After having taken a Master’s Degree of Arts in Photojournalism at Mid Sweden University in 2017, she started a Doctorate in Media and Cultural Studies at Lancaster University, in 2018. Her research investigates the impact of intersection of gender and ethnicity on war photography aesthetics and ethics.

Since 2007 Angela has been working as a freelance photojournalist, multimedia journalist and conflict documentarist and teaching photography, documentary photography, and reportage. She won several national and international photography awards.

My Way

“My Way” is a personal and intimate exploration of El Camino, the Way of St. James, a Christian pilgrimage, really popular during the Middle Age to expiate sins, asking pardon or miraculous conversion. The journey is traditionally covered on foot, by bicycle or by horse, starting from the French village of Saint Jean Pied de Port and ending in Santiago de Compostela, in Spain. Before leaving, a pilgrim receives a credencial by a specific religious congregation. This document certifies the status of pilgrim, allowing him to stay overnight at convenient structures, called albergues. Only the pilgrim who covers the last one hundred kilometres towards Santiago receives the Compostela, which certifies that he has reached Santiago and visited the Cathedral in which Saint James’ s remains are treasured.  The worship of St. James was born from a legend according to which the body of one of Christ’s apostle, James, disappeared uncannily, was found in Santiago de Compostela by a monk after a dream. During the dream, the monk was told that the body of Christ apostle was where actually the Cathedral dedicated to St. James is located, in a Campus Stellae, from which the current compound noun Santiago de Compostela derives. In the last decade, the number of people walking along the Way has increased dramatically. Catholics, atheists, agnostics or on the road travellers have shown more and more interest in the Way of St. James.
In a historical period in which materialism does not leave space to the spiritual dimension, this intimate photographic storytelling investigates my personal experience on El Camino as a spiritual search, necessary to survive to the speed and superficiality of the contemporary era.

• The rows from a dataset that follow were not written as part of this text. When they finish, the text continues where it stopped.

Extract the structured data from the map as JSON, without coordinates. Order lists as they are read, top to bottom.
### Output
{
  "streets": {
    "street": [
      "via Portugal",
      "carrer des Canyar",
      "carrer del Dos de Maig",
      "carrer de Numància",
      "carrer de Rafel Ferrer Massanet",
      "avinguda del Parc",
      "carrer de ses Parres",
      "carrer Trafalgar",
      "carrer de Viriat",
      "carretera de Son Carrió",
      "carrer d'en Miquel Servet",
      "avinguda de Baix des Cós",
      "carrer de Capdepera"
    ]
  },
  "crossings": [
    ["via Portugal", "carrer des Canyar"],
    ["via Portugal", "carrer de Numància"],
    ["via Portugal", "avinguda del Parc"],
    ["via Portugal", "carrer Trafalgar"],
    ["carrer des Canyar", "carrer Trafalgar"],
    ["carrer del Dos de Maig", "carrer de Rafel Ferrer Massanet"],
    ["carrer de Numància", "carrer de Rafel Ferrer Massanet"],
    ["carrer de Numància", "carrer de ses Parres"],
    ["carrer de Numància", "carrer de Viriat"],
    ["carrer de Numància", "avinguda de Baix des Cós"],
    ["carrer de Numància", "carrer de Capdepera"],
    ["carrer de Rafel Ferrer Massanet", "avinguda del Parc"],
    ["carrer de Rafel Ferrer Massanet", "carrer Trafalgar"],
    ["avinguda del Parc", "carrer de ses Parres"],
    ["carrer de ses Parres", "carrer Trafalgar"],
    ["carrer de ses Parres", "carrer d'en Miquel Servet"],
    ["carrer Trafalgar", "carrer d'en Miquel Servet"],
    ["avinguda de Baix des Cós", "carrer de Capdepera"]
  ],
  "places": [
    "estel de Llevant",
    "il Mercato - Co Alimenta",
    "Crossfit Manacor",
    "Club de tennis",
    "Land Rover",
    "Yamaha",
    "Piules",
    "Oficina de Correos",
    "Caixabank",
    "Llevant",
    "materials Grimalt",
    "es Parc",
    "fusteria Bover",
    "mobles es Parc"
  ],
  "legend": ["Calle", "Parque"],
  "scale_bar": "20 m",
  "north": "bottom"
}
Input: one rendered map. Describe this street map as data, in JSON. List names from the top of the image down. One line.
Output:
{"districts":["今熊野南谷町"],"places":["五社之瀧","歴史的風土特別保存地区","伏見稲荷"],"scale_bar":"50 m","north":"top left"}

I highly advocate the use of Fine Art to redirect society towards the defence of vulnerable and marginalised groups. I conceive Photography and Photojournalism as cultural tools to attract public opinion’s attention on features, out mainstream media circulation. The increasing power of lobbies at the vertex of media companies has caused the crisis of independent publishing companies, with a consequent slow and progressive narcotisation of audience and a decreasing engagement in defending civil and human rights. Fighting the overcomes of the crisis of photojournalism classic form, I am passionate about developing and endorsing contemporary forms of photojournalism multimedia journalism which adapt to new challenges, functioning as guardians of democracy. Photojournalists and multimedia journalists must be pungent and incisive actors of the media arena shaping alternative and resilient forms of politically engaged intelligencija contrasting new forms of inequality. I fiercely support and work towards the defence and preservation of indigenous cultures and their myths, fighting the ethical and political vacuum produced by capitalism, animal and human body commodification, the cultural stereotypisation and homogenisation, working for the flourishing of a gender, ethnical, political and religious diversity by digital activism.